### What is needed:
Lines holding the word "JSON" must be located in the listing below and copied.
:::::
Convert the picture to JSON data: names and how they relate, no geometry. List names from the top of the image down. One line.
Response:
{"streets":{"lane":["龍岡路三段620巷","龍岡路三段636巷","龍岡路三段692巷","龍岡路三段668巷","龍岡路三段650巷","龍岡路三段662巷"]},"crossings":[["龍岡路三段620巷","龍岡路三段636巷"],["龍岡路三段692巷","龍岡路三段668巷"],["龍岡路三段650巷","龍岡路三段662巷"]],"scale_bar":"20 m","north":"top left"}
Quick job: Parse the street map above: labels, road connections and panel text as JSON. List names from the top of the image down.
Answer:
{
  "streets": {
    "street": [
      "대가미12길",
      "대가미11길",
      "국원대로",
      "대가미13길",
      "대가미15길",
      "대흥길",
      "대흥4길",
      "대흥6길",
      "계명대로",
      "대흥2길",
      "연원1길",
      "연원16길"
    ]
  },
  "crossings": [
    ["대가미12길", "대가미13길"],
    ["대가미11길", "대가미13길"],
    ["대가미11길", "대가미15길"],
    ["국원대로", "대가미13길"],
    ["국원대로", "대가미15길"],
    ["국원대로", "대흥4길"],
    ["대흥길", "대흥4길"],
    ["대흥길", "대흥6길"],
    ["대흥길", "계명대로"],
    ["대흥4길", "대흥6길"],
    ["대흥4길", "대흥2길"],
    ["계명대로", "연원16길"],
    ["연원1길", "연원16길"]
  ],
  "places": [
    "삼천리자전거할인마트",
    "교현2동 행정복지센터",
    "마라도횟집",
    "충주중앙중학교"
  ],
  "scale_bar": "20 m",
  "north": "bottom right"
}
:::::
### Your response:
Convert the picture to JSON data: names and how they relate, no geometry. List names from the top of the image down. One line.
Quick job: Parse the street map above: labels, road connections and panel text as JSON. List names from the top of the image down.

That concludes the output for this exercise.